IMA and EVM Concepts

The Linux runtime Integrity Measurement Architecture (IMA) calculates hash values of executables and other sensitive system files. The hash value is used in multiple ways:

  • stored in a measurement log

  • used for verifying signatures

  • stored in the system audit log

The hash algorithm is defined by CONFIG_IMA_DEFAULT_HASH, which can be overridden by the Boot Command Line Arguments ima_hash specifier.

IMA Measurement maintains an aggregate integrity value over the measurement log if the platform has a TPM chip. The TPM can attest to the state of these system files. It typically uses PCR 10. The TPM attestation quote is a signature over the PCR, indirectly providing integrity over the measurement log.

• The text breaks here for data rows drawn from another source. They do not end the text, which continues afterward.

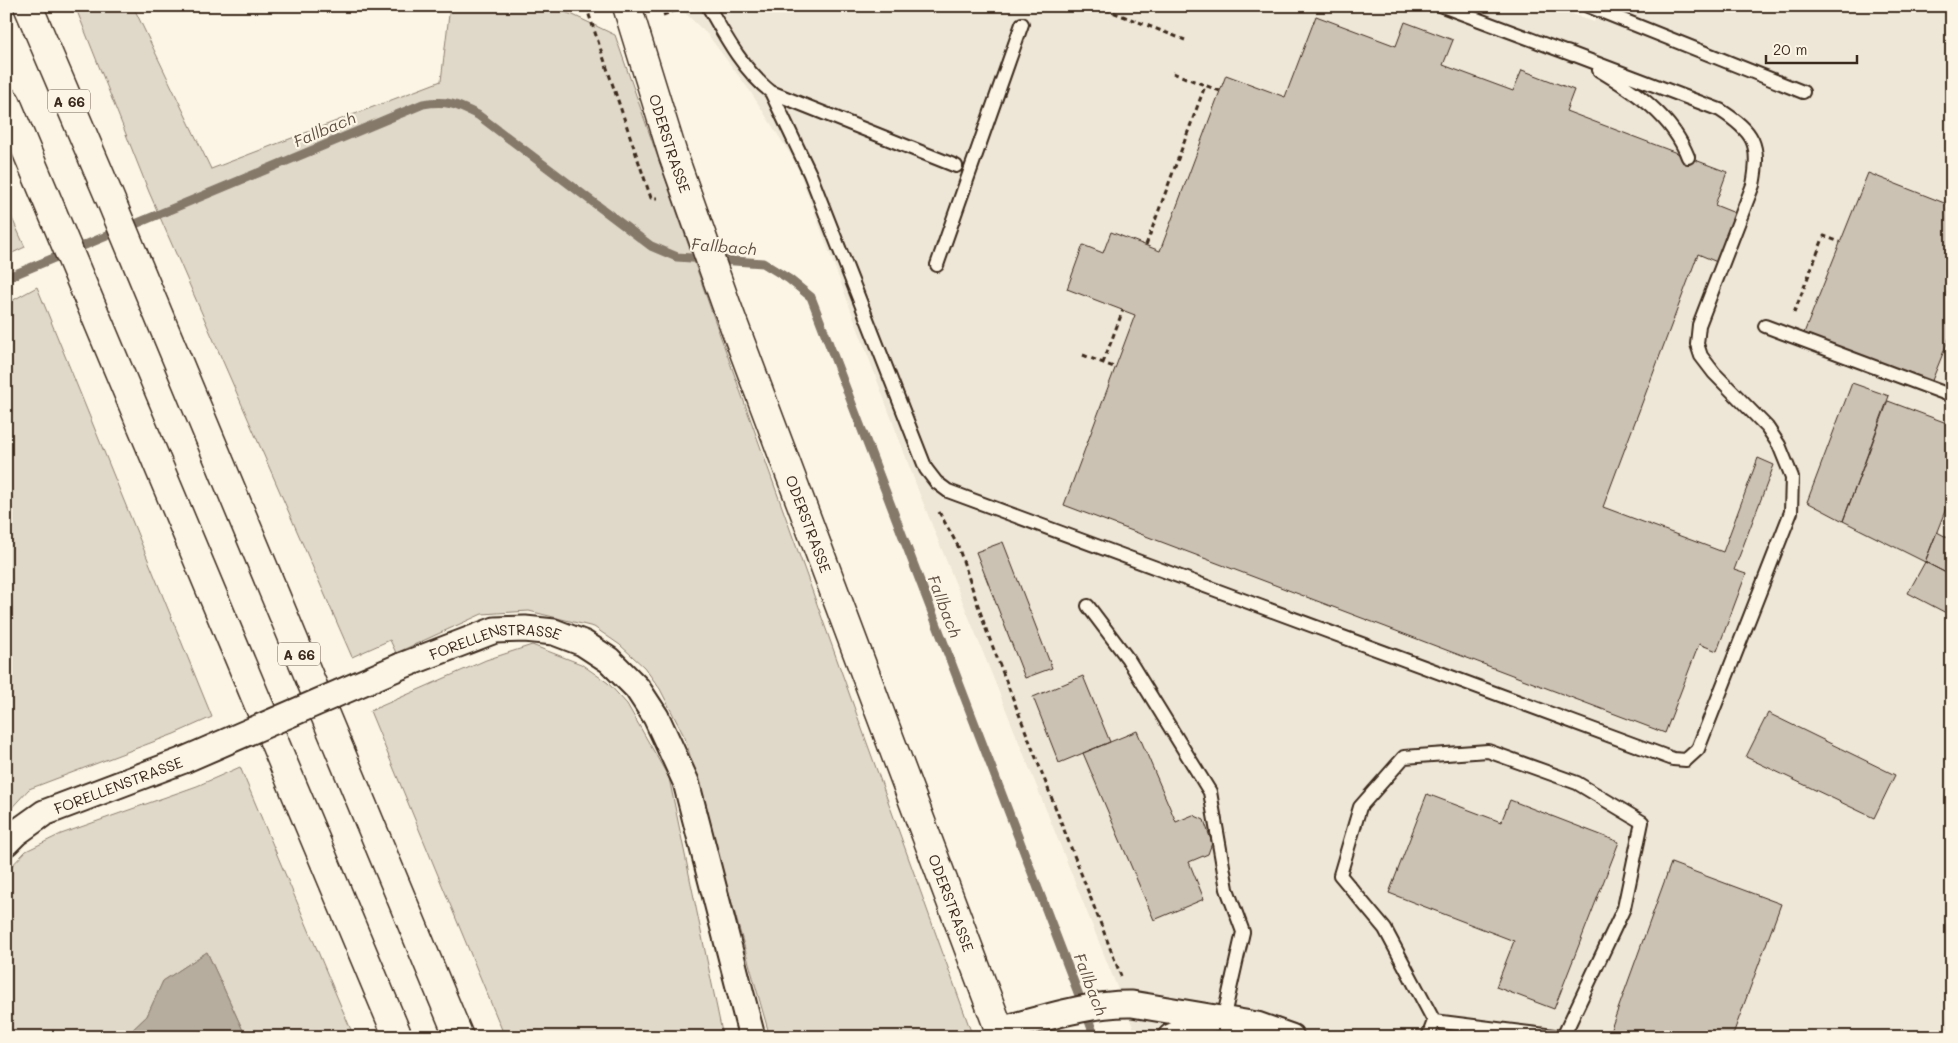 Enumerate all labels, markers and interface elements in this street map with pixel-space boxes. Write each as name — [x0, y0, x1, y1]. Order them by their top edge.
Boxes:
scale bar — [1766, 32, 1857, 64]
text: 20 m — [1773, 39, 1807, 59]
road number: A 66 — [48, 90, 90, 112]
street label: ODERSTRASSE — [645, 92, 696, 196]
water label: Fallbach — [290, 107, 358, 151]
water label: Fallbach — [690, 233, 758, 259]
street label: ODERSTRASSE — [781, 472, 836, 576]
water label: Fallbach — [923, 572, 967, 640]
street label: FORELLENSTRASSE — [426, 619, 565, 664]
road number: A 66 — [278, 642, 320, 666]
street label: FORELLENSTRASSE — [51, 751, 186, 818]
street label: ODERSTRASSE — [924, 851, 979, 955]
water label: Fallbach — [1069, 950, 1113, 1018]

The measurement system requires both a TPM and an independent verifier.

Measurement is similar to the pre-OS trusted boot concept.

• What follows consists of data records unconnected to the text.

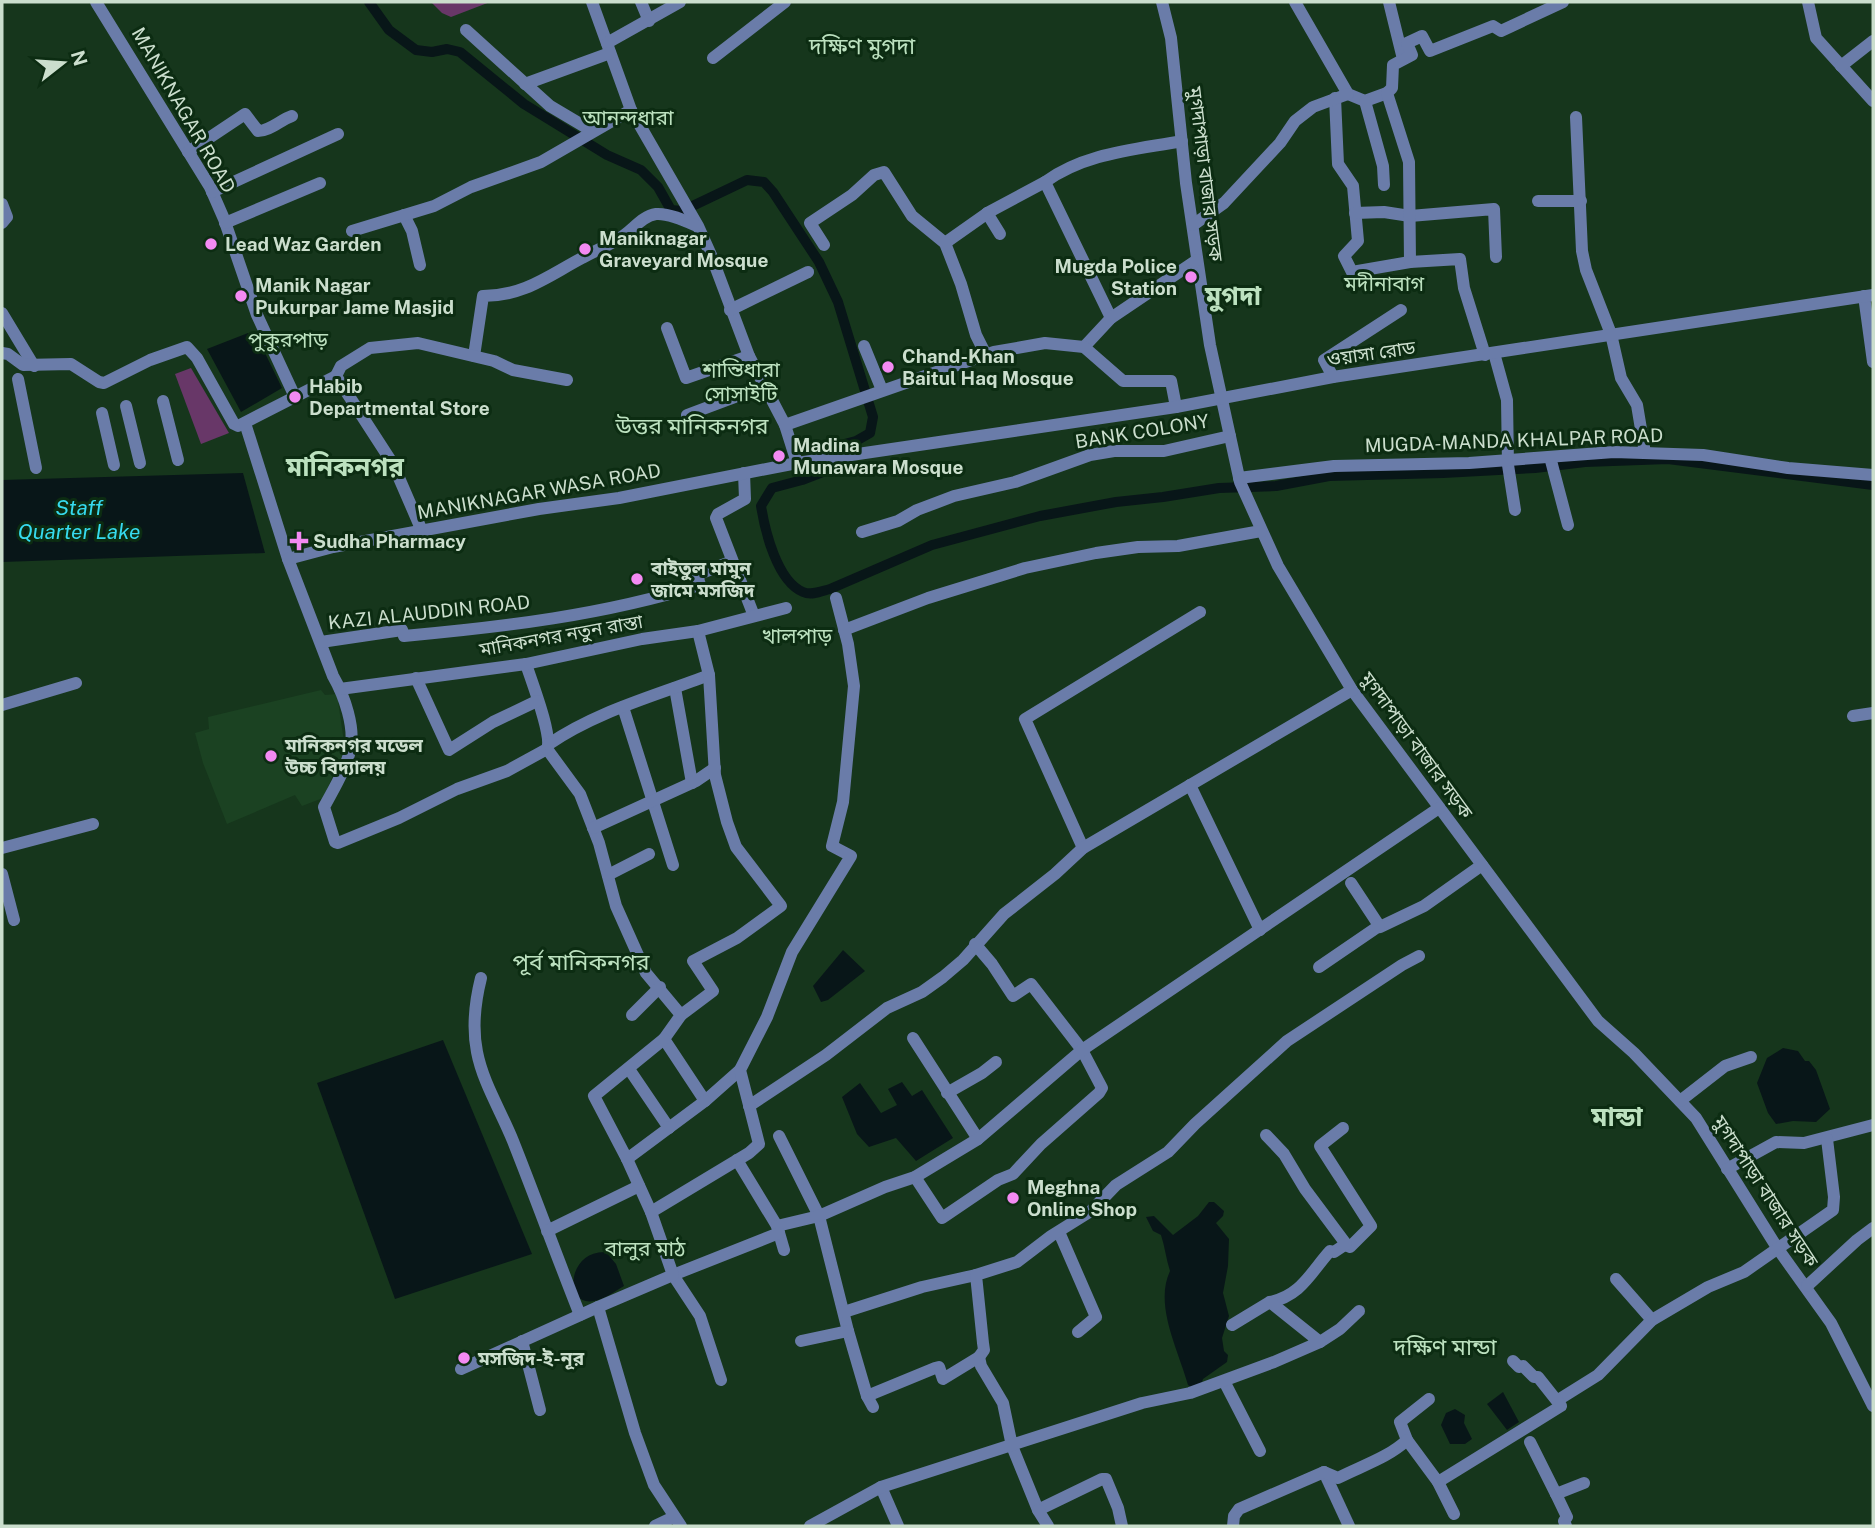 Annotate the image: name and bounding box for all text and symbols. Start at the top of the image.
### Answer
street label: MANIKNAGAR ROAD [128,23,240,197]
north arrow [28,28,98,98]
district label: দক্ষিণ মুগদা [808,32,916,60]
text: N [67,48,92,68]
street label: মুগদাপাড়া বাজার সড়ক [1183,84,1228,263]
district label: আনন্দধারা [581,105,674,130]
place label: Maniknagar Graveyard Mosque [599,227,768,271]
place label: Lead Waz Garden [225,233,382,255]
marker: Lead Waz Garden [203,236,219,252]
marker: Maniknagar Graveyard Mosque [577,241,593,257]
place label: Mugda Police Station [1054,255,1177,299]
marker: Mugda Police Station [1183,269,1199,285]
district label: মদীনাবাগ [1343,271,1424,296]
place label: Manik Nagar Pukurpar Jame Masjid [255,274,454,318]
district label: মুগদা [1204,280,1262,313]
marker: Manik Nagar Pukurpar Jame Masjid [233,288,249,304]
district label: পুকুরপাড় [248,327,329,352]
street label: ওয়াসা রোড [1325,336,1417,370]
place label: Chand-Khan Baitul Haq Mosque [902,345,1074,389]
district label: শান্তিধারা সোসাইটি [701,357,780,406]
marker: Chand-Khan Baitul Haq Mosque [880,359,896,375]
place label: Habib Departmental Store [309,375,490,419]
marker: Habib Departmental Store [287,389,303,405]
street label: BANK COLONY [1073,409,1211,452]
district label: উত্তর মানিকনগর [614,412,769,439]
street label: MUGDA-MANDA KHALPAR ROAD [1364,424,1664,456]
place label: Madina Munawara Mosque [793,434,963,478]
marker: Madina Munawara Mosque [771,448,787,464]
district label: মানিকনগর [285,451,404,482]
street label: MANIKNAGAR WASA ROAD [415,459,663,523]
water label: Staff Quarter Lake [18,495,140,544]
place label: Sudha Pharmacy [313,530,466,552]
marker: Sudha Pharmacy [291,533,307,549]
place label: বাইতুল মামুন জামে মসজিদ [650,557,755,601]
marker: বাইতুল মামুন জামে মসজিদ [629,571,645,587]
street label: KAZI ALAUDDIN ROAD [327,590,531,634]
street label: মানিকনগর নতুন রাস্তা [477,610,645,661]
district label: খালপাড় [762,623,833,648]
street label: মুগদাপাড়া বাজার সড়ক [1355,667,1478,824]
place label: মানিকনগর মডেল উচ্চ বিদ্যালয় [284,734,424,778]
marker: মানিকনগর মডেল উচ্চ বিদ্যালয় [263,748,279,764]
district label: পূর্ব মানিকনগর [513,948,650,976]
district label: মান্ডা [1590,1101,1643,1132]
street label: মুগদাপাড়া বাজার সড়ক [1708,1110,1823,1272]
place label: Meghna Online Shop [1027,1176,1137,1220]
marker: Meghna Online Shop [1005,1190,1021,1206]
district label: বালুর মাঠ [604,1236,686,1261]
district label: দক্ষিণ মান্ডা [1392,1333,1497,1360]
place label: মসজিদ-ই-নূর [477,1347,585,1370]
marker: মসজিদ-ই-নূর [456,1350,472,1366]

IMA keeps a table of the hash values. If the hash is seen again, the contents are not measured again. CONFIG_IMA_DISABLE_HTABLE offers other options.

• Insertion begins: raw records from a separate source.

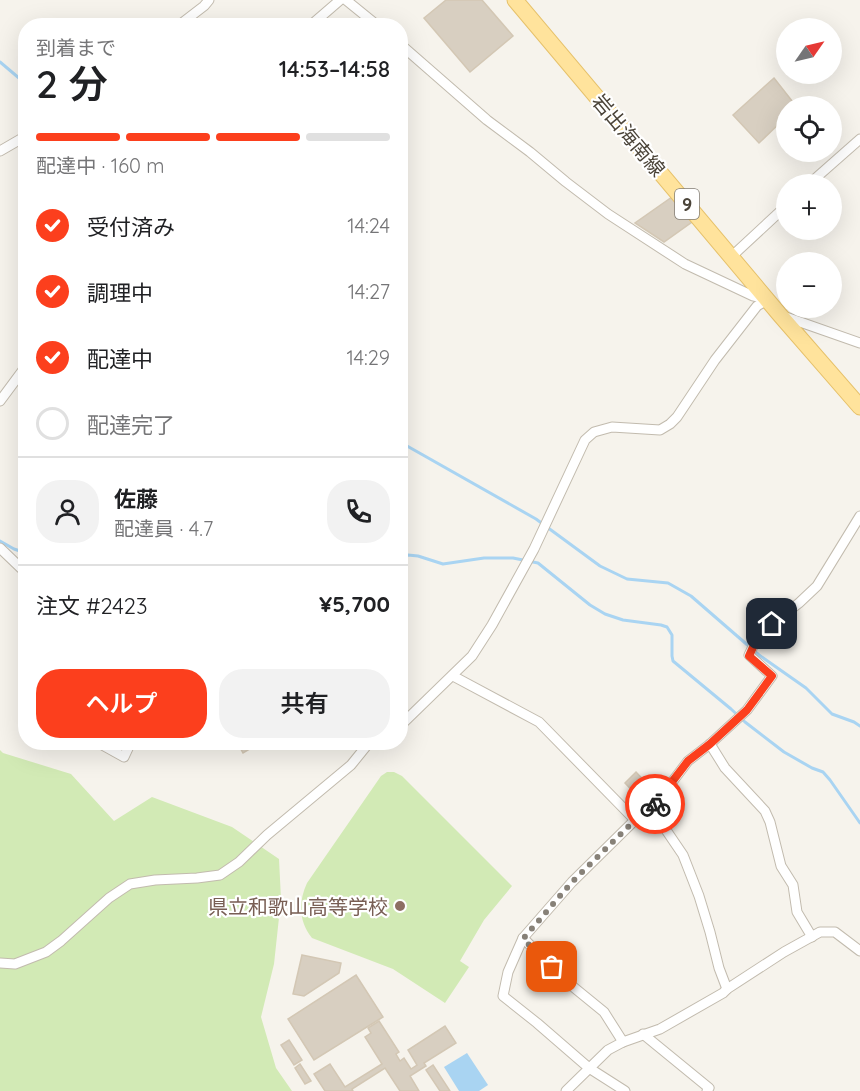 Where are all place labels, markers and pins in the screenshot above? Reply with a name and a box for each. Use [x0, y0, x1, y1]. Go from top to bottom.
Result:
pin [746, 598, 797, 649]
place label: 県立和歌山高等学校 [208, 894, 388, 919]
marker: 県立和歌山高等学校 [393, 899, 407, 913]
pin [526, 941, 577, 992] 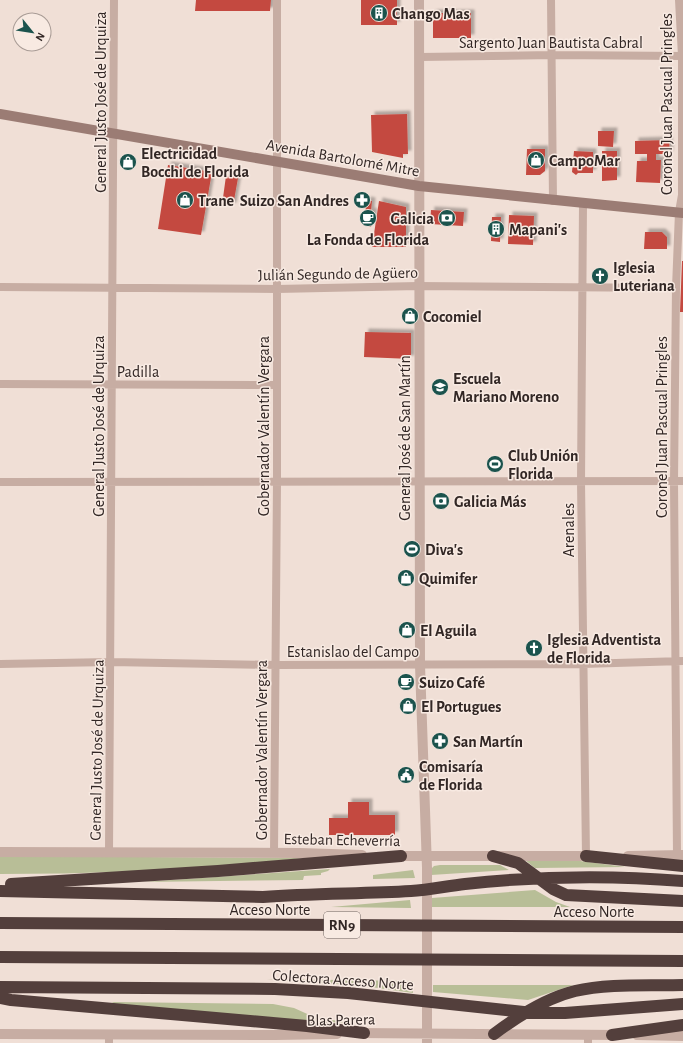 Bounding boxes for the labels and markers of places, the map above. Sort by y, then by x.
building icon: Chango Mas [369,3,389,23]
place label: Chango Mas [392,6,470,22]
place label: Electricidad Bocchi de Florida [141,146,249,180]
shop icon: CampoMar [526,150,546,170]
shop icon: Electricidad Bocchi de Florida [118,152,138,172]
place label: CampoMar [549,153,620,169]
shop icon: Trane [175,190,195,210]
pharmacy icon: Suizo San Andres [352,190,372,210]
place label: Trane [198,193,235,209]
place label: Suizo San Andres [240,193,349,209]
cafe icon: La Fonda de Florida [358,208,378,228]
bank icon: Galicia [437,208,457,228]
place label: Galicia [390,211,434,227]
building icon: Mapani's [486,219,506,239]
place label: Mapani's [509,222,567,238]
place label: La Fonda de Florida [307,232,430,248]
place label: Iglesia Luteriana [613,260,675,294]
church icon: Iglesia Luteriana [590,266,610,286]
shop icon: Cocomiel [400,306,420,326]
place label: Cocomiel [423,309,482,325]
place label: Escuela Mariano Moreno [453,371,559,405]
school or university icon: Escuela Mariano Moreno [430,377,450,397]
place label: Club Unión Florida [508,448,579,482]
sports icon: Club Unión Florida [485,454,505,474]
bank icon: Galicia Más [431,491,451,511]
place label: Galicia Más [454,494,526,510]
sports icon: Diva's [402,539,422,559]
place label: Diva's [425,542,463,558]
shop icon: Quimifer [396,568,416,588]
place label: Quimifer [419,571,478,588]
shop icon: El Aguila [397,620,417,640]
place label: El Aguila [420,623,477,639]
place label: Iglesia Adventista de Florida [547,632,661,666]
church icon: Iglesia Adventista de Florida [524,638,544,658]
cafe icon: Suizo Café [396,672,416,692]
place label: Suizo Café [419,675,485,691]
shop icon: El Portugues [398,696,418,716]
place label: El Portugues [421,699,502,715]
pharmacy icon: San Martín [430,731,450,751]
place label: San Martín [453,734,523,750]
place label: Comisaría de Florida [419,759,483,793]
public building icon: Comisaría de Florida [396,765,416,785]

IMA Appraisal can check the file’s digital signature or hash and take action if the signature verification fails.

Appraisal is similar to the pre-OS secure boot concept.

The appraisal system is local, and requires neither a TPM nor a separate verifier.

IMA Audit includes the file hash in the system’s audit log. This can be useful for analytics and forensics.

Threat Model

Warning

Under construction.

IMA detects an attempt to access an invalid item. The TPM provides cryptographic integrity over the measurement log, which can be reported to a verifier. It covers threats such as:

  • Unsigned software.

  • Software signed with an unknown or revoked key.

  • Software that has been altered after signing.

The measurement log verifier can further detect:

  • Running unapproved software.

  • Running approved but back level software.

  • A file with an unexpected file name.

These attacks are not in scope:

Memory Attacks

IMA measures and appraises items when they are first accessed. An attack that modifies memory after the access will not be detected.

Examples:

  • A run-time alteration of memory, such as an mmap’ed file.

  • An alteration of the appraise flag to disable appraisal.

File Name Changes

IMA does not appraise the file name, which is associated with the directory, not the file meta-data.

For example, an the executable renamed from mv renamed to rm will still pass appraisal. The file name will be measured.


Measurement

IMA measurement has several steps:

  1. Match attributes against a policy measurement rule.

  2. If the rule applies, calculate a hash over the contents.

  3. If the hash indicates a new measurement, append the measurement to the IMA Event Log and extend the hash to a TPM PCR.

An attestation can then verify the integrity of the measurement log. A TPM attestation quote is a signature over the PCR, in effect a signature over the event log.

See Measure Policy Rule Design for implications.


Appraisal

IMA Appraisal occurs only for file data. IMA generates a hash over the file, and validates it against meta-data to determine whether the file has been tampered with. File contents (not meta-data) appraisal comes in two forms:

The Signature attribute is required if the Policy Syntax rule condition appraise_type is present. Its absence permits the Hash attribute in security.ima.

See Extended Verification Module (EVM) for file meta-data appraisal.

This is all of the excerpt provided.